Dataset records:
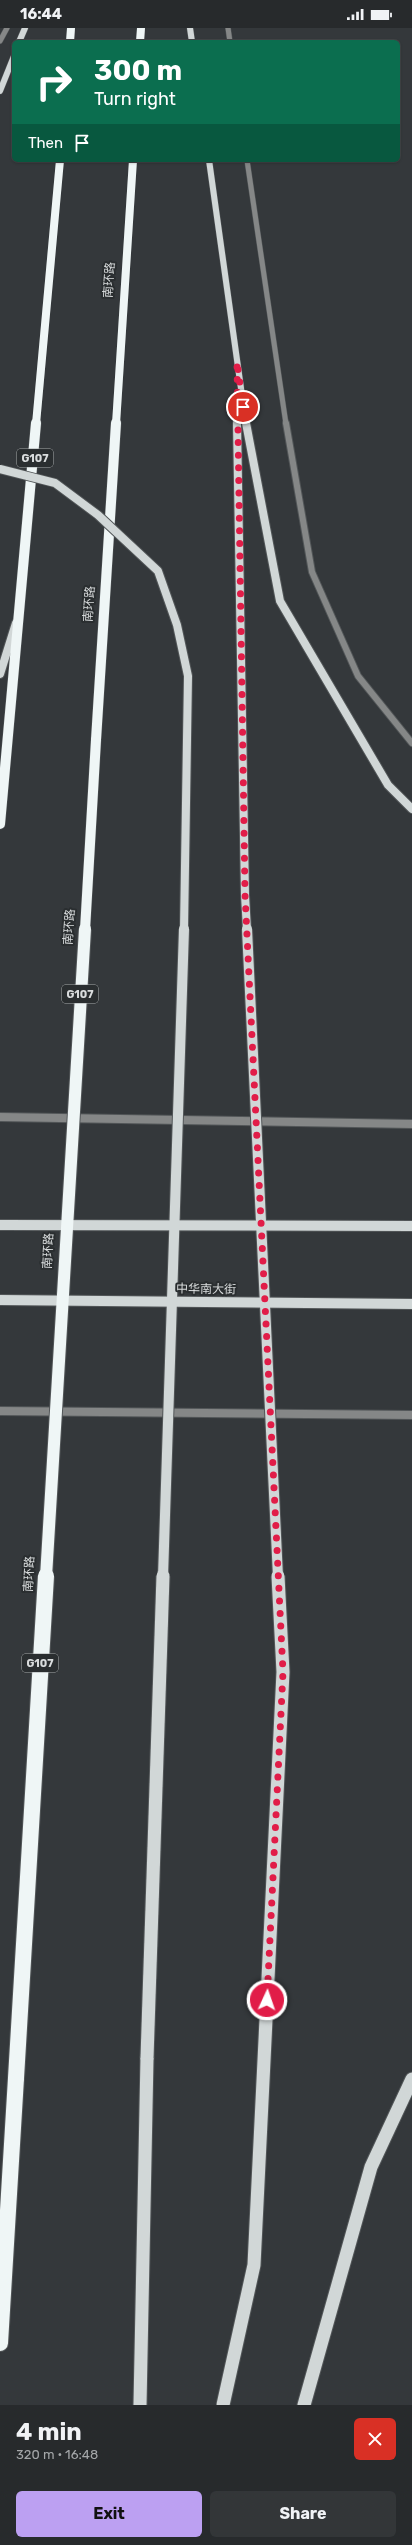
<!DOCTYPE html>
<html lang="en">
<head>
<meta charset="utf-8">
<style>
  body { margin:0; font-family:Rubik,"Noto Sans SC",sans-serif; background:#333638; color:#f1f3f6; height:100vh; display:flex; flex-direction:column; font-size:15px; white-space:nowrap }
  * { box-sizing:border-box; margin:0 }
  p { font-size:13px; color:#a4a7a9 }
  .icon { flex:none; width:22px; height:22px; fill:none; stroke:currentColor; stroke-width:2; stroke-linecap:round; stroke-linejoin:round }
  .map { position:relative; height:2377px; overflow:hidden }
  .sheet { display:flex; flex-direction:column; background:#272a2c; flex:1 }
  .sheet>* { flex:none }
  .banner { position:absolute; left:12px; top:12px; width:388px; height:122px; border-radius:6px; box-shadow:0 1px 3px #0004,0 0 0 1px #434648; background:#0b6e4f; color:#fff; overflow:hidden }
  .pin { position:absolute; display:grid; place-items:center; width:34px; height:34px; color:#fff; margin:-17px; border:2px solid #fff; border-radius:50%; box-shadow:0 1px 4px #0007 }
  .me { position:absolute; width:44px; margin:-22px; rotate:3deg; stroke-linejoin:round; filter:drop-shadow(0 0 3px #0008) }
  .turn { display:flex; align-items:center; gap:14px; height:84px; padding:0 16px; font-size:18px }
  .turn .icon { width:52px; height:52px; stroke-width:2.5 }
  .turn b { display:block; font-size:28px; line-height:34px }
  .then { display:flex; align-items:center; height:38px; padding:0 16px; background:#0003; gap:8px; font-size:15px }
  .round { display:grid; place-items:center; flex:none; width:42px; height:42px; border-radius:6px; background:#333638 }
  .headline { display:flex; align-items:center; justify-content:space-between; height:68px; padding:0 16px }
  h1 { font-size:24px; font-weight:700; line-height:30px }
  .primary-button { display:flex; gap:8px; margin-top:auto; padding:8px 16px }
  .primary-button a { flex:1; height:46px; border-radius:6px; background:#bca0f2; color:#111; font-size:16px; font-weight:700; line-height:46px; text-align:center }
  .primary-button a+a { background:#333638; color:#f1f3f6 }
  .status { display:flex; justify-content:space-between; align-items:center; height:28px; padding:0 20px; background:#272a2c; direction:ltr }
  .status svg { height:11px; fill:currentColor }
  .map>svg:first-child { display:block }
</style>
</head>
<body>
<div class="status"><b>16:44</b><svg viewBox="0 0 49 12"><path d="M0 12V9h3v3zM5 12V6h3v6zM10 12V3h3v9zM15 12V0h3v12zM26 1h20v11H26zM47 4h2v5h-2z"/></svg></div>
<div class="map">
<svg width="412" height="2377" viewBox="0 0 412 2377">
  <rect width="100%" height="100%" fill="#34383b"/>
  <g fill="none" stroke-linecap="round" stroke-linejoin="round">
    <defs>
      <g id="street-far2">
        <path d="M228,0L230,14"/>
        <path d="M0,13L7,0"/>
        <path d="M247,132L286,396"/>
      </g>
      <path id="street-far1" d="M286,395L312,544L358,648L412,715"/>
      <g id="street">
        <path d="M0,1089L412,1096"/>
        <path d="M0,1383L412,1387"/>
      </g>
      <g id="primary-far2">
        <path d="M190,0L192,14"/>
        <path d="M19,14L25,0"/>
        <path d="M0,63L14,28"/>
        <path d="M209,132L246,396"/>
        <path d="M237,377V396"/>
      </g>
      <g id="primary-far1">
        <path d="M237,395L245,867"/>
        <path d="M246,395L280,573L388,757L412,781"/>
        <path d="M0,646L16,595"/>
      </g>
      <g id="primary">
        <path d="M140,2377L147,2030"/>
        <path d="M304,2377L371,2139L412,2051"/>
      </g>
      <g id="highway-far2">
        <path d="M70,14L71,0"/>
        <path d="M140,14L141,0"/>
        <path d="M36,396L60,132"/>
        <path d="M116,396L133,132"/>
      </g>
      <g id="highway-far1">
        <path d="M96,712L116,395"/>
        <path d="M0,796L36,395"/>
      </g>
      <path id="highway" d="M0,2315L16,2050"/>
    </defs>
    <!-- street-far2 casing -->
    <use href="#street-far2" stroke="#525658" stroke-width="6"/>
    <!-- street-far1 casing -->
    <use href="#street-far1" stroke="#525658" stroke-width="8"/>
    <!-- street casing -->
    <use href="#street" stroke="#525658" stroke-width="10"/>
    <!-- primary-far2 casing -->
    <use href="#primary-far2" stroke="#525658" stroke-width="7"/>
    <!-- primary-far1 casing -->
    <use href="#primary-far1" stroke="#525658" stroke-width="10"/>
    <!-- primary casing -->
    <use href="#primary" stroke="#525658" stroke-width="15"/>
    <!-- highway-far2 casing -->
    <use href="#highway-far2" stroke="#525658" stroke-width="8"/>
    <!-- highway-far1 casing -->
    <use href="#highway-far1" stroke="#525658" stroke-width="11"/>
    <!-- highway casing -->
    <use href="#highway" stroke="#525658" stroke-width="18"/>
    <!-- street-far2 -->
    <use href="#street-far2" stroke="#858787" stroke-width="5"/>
    <!-- street-far1 -->
    <use href="#street-far1" stroke="#858787" stroke-width="6"/>
    <!-- street -->
    <use href="#street" stroke="#858787" stroke-width="8"/>
    <!-- primary-far2 -->
    <use href="#primary-far2" stroke="#d1d7d7" stroke-width="6"/>
    <!-- primary-far1 -->
    <use href="#primary-far1" stroke="#d1d7d7" stroke-width="8"/>
    <!-- primary -->
    <use href="#primary" stroke="#d1d7d7" stroke-width="13"/>
    <!-- highway-far2 -->
    <use href="#highway-far2" stroke="#eff6f6" stroke-width="8"/>
    <!-- highway-far1 -->
    <use href="#highway-far1" stroke="#eff6f6" stroke-width="10"/>
    <!-- highway -->
    <use href="#highway" stroke="#eff6f6" stroke-width="16"/>
    <defs>
      <g id="primary-bridge-far2">
        <path d="M0,441L55,455L98,487L158,543L177,597L188,648L184,902"/>
        <path d="M245,867L247,902"/>
      </g>
      <g id="primary-bridge-far1">
        <path d="M247,901L278,1549"/>
        <path d="M0,1197L412,1198"/>
        <path d="M0,1272L412,1276"/>
        <path d="M163,1549L184,901"/>
      </g>
      <g id="primary-bridge">
        <path d="M147,2030L163,1548"/>
        <path d="M223,2377L254,2237L283,1644L278,1548"/>
      </g>
      <path id="highway-bridge-far2" d="M85,902L96,712"/>
      <path id="highway-bridge-far1" d="M46,1549L85,901"/>
      <path id="highway-bridge" d="M16,2050L46,1548"/>
    </defs>
    <!-- primary-bridge-far2 casing -->
    <use href="#primary-bridge-far2" stroke="#525658" stroke-width="10" stroke-linecap="butt"/>
    <!-- primary-bridge-far1 casing -->
    <use href="#primary-bridge-far1" stroke="#525658" stroke-width="12" stroke-linecap="butt"/>
    <!-- primary-bridge casing -->
    <use href="#primary-bridge" stroke="#525658" stroke-width="15" stroke-linecap="butt"/>
    <!-- highway-bridge-far2 casing -->
    <use href="#highway-bridge-far2" stroke="#525658" stroke-width="11" stroke-linecap="butt"/>
    <!-- highway-bridge-far1 casing -->
    <use href="#highway-bridge-far1" stroke="#525658" stroke-width="14" stroke-linecap="butt"/>
    <!-- highway-bridge casing -->
    <use href="#highway-bridge" stroke="#525658" stroke-width="18" stroke-linecap="butt"/>
    <!-- primary-bridge-far2 -->
    <use href="#primary-bridge-far2" stroke="#d1d7d7" stroke-width="8"/>
    <!-- primary-bridge-far1 -->
    <use href="#primary-bridge-far1" stroke="#d1d7d7" stroke-width="10"/>
    <!-- primary-bridge -->
    <use href="#primary-bridge" stroke="#d1d7d7" stroke-width="13"/>
    <!-- highway-bridge-far2 -->
    <use href="#highway-bridge-far2" stroke="#eff6f6" stroke-width="10"/>
    <!-- highway-bridge-far1 -->
    <use href="#highway-bridge-far1" stroke="#eff6f6" stroke-width="12"/>
    <!-- highway-bridge -->
    <use href="#highway-bridge" stroke="#eff6f6" stroke-width="16"/>
  </g>
  <g fill="none" stroke-linecap="round" stroke-linejoin="round">
    <!-- route -->
    <path stroke="#e11d48" stroke-width="7" stroke-dasharray="0 12.6" d="M243,379L237,334L245,866L283,1644L267,1972"/>
  </g>
  <g text-anchor="middle" dominant-baseline="central" stroke-width="4" stroke-linejoin="round" paint-order="stroke">
    <!-- shield labels -->
    <g fill="#2a2e30" stroke="#a4a8a9" stroke-width="1">
      <rect x="17" y="421" width="36" height="18" rx="3"/>
      <rect x="62" y="957" width="36" height="18" rx="3"/>
      <rect x="22" y="1626" width="36" height="18" rx="3"/>
    </g>
    <g font-size="11" font-weight="bold" fill="#d9dcdd">
      <text x="35" y="430">G107</text>
      <text x="80" y="966">G107</text>
      <text x="40" y="1635">G107</text>
    </g>
    <!-- street labels -->
    <g font-size="12" fill="#d9dcdd" stroke="#2a2e30">
      <text transform="translate(109 252) rotate(-86)">南环路</text>
      <text transform="translate(89 576) rotate(-86)">南环路</text>
      <text transform="translate(69 899) rotate(-86)">南环路</text>
      <text transform="translate(48 1223) rotate(-87)">南环路</text>
      <text transform="translate(206 1261) rotate(1)">中华南大街</text>
      <text transform="translate(29 1546) rotate(-87)">南环路</text>
    </g>
  </g>
</svg>
<div class="pin" style="left:243px;top:379px;background:#d93025"><svg class="icon" aria-label="arrive" viewBox="0 0 24 24"><path d="M6 21V4h12l-3 4 3 4H6"/></svg></div>
<svg class="me" style="left:267px;top:1972px" viewBox="-20 -20 40 40"><circle r="17" fill="#e11d48" stroke="#fff" stroke-width="3"/><path d="M0-11L8 9 0 5-8 9z" fill="#fff"/></svg>
<div class="banner">
<div class="turn"><svg class="icon" aria-label="right" viewBox="0 0 24 24"><path d="M7 20v-9h11M14 6l5 5-5 5"/></svg><div><b>300 m</b>Turn right</div></div>
<div class="then">Then<svg class="icon" aria-label="arrive" viewBox="0 0 24 24"><path d="M6 21V4h12l-3 4 3 4H6"/></svg></div>
</div>
</div>
<section class="sheet">
<div class="headline"><div><h1>4 min</h1><p>320 m · 16:48</p></div><a class="round" style="background:#d93025;color:#fff"><svg class="icon" aria-label="close" viewBox="0 0 24 24"><path d="M6 6l12 12M18 6L6 18"/></svg></a></div>
<div class="primary-button"><a>Exit</a><a>Share</a></div>
</section>
</body>
</html>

Required action:
Using the entries above, work out the number of lines that hold the word "button" and write it with no other words.

Answer space:
4